Обед подали точно в двенадцать. Он состоял из ростбифа, йоркширского пудинга, картошки, малосольных огурцов и яблочного пирога. Росс за обедом был в белом фартуке. На меня он решительно не обращал внимания, хотя определенно видит мою особу не каждый день. Все ели так, будто три недели крошки во рту не держали, и
…молчанья мрачного печать
У всех лежала на устах.
Меня так и тянуло поджечь дом и спалить всех этих тупых обжор. За десертом каждый выпил ровно по одному бокалу вина, ни каплей больше, и съел по тарелке клубники с пирожными. Я думал, Росс лопнет от проглоченного, и, судя по тому, как он пыхтел и сопел, дело шло к тому. Через час после еды ему стало совсем плохо. Врачей рядом не было, и все ждали, что он умрет с минуты на минуту. Так бы и случилось, но в последний миг явилась джинна Эмили, вылечила его заклинанием и тут же пропала.

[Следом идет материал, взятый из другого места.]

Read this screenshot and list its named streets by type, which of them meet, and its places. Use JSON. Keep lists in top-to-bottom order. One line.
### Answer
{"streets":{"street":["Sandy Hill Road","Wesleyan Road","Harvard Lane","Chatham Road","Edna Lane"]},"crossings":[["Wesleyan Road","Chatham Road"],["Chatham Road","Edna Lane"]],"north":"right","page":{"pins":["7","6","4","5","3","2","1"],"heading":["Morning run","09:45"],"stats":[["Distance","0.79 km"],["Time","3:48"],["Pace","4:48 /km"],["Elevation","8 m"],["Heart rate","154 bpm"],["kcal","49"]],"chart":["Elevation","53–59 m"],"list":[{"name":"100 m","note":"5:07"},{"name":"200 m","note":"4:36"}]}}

Я пробыл во дворце Парри только до следующего утра, поскольку визит прискучил мне до смерти, как, полагаю, и читателю – мой отчет. Однако я не жалею о поездке, поскольку многое в ней узнал. В первые недели по возвращении в Стеклянный город мне не давали прохода расспросами о дворце, где я побывал, однако мною в ту пору овладела странная молчаливость, так что любопытствующие остались ни с чем. У меня есть лишь один способ загладить свое упущение – отправить мой краткий рассказ для публикации в «Журнал удальцов».
22 августа 1830 года
УТРО
Сочинение маркиза Доуро
Глянь! Аврора восходит, сияя,
И чертог ее златом горит.
То четверка коней огневая
Жаркий бег устремила в зенит.
На квадриге Аполлон
Объезжает небосклон,
Ближе к краешку земли
В ослепительной дали,
С каждым мигом пламень жарче,
С каждым мигом небо ярче
Заливает окоем
Многоцветным янтарем.
Чу! В лесах пробудились птицы,
Самый скромный цветочек рад
К встрече солнечной колесницы
Драгоценный надеть наряд.
Что ж, пусть птицы распевают,
И цветы благоухают,
И природы звучный зов
Пробудить весь мир готов.
Не ликую я со всеми,
Мне печально это время,
Радость, что вокруг царит,
Мне о скорби лишь твердит.
Мне мил вечерний тихий час,
Когда на леса и луга
Роса, невидима для глаз,
Свои роняет жемчуга.
И тогда в тиши глубокой
Птица ночи одиноко
Возносит песню из глубин
Спокойно дремлющих долин,
Звуки то печально тают,
То, ликуя, оживают,
Филомела, твой напев
Уносит ветер, опьянев.
Королева-Луна выплывает,
Серебром озарив высоту,
Свита ярких планет заполняет
Беспредельных небес пустоту,
И, склоняясь, любовный взгляд
Из надмирных сфер стремят
На невзрачного певца,
Что пленяет их сердца,
Сладких звуков чередой,
Наполняя мир земной.
Песнь для неба рождена,
Смертным милостью дана,
С духом скорбным говорит,
Радость грустному дарит.
Не сказать, как я люблю
Песнь волшебную твою.
Маркиз Доуро 23 августа 1830 года
БЕСЕДЫ
Маркиз Доуро, юный Сульт, лорд Уэлсли, сержант Бутон, Делиль
Общий зал в гостинице Храбруна.
Лорд Уэлсли. Что ж, Делиль, сегодня вы впервые участвуете в наших беседах, и я рад видеть меж нами джентльмена столь исключительно одаренного.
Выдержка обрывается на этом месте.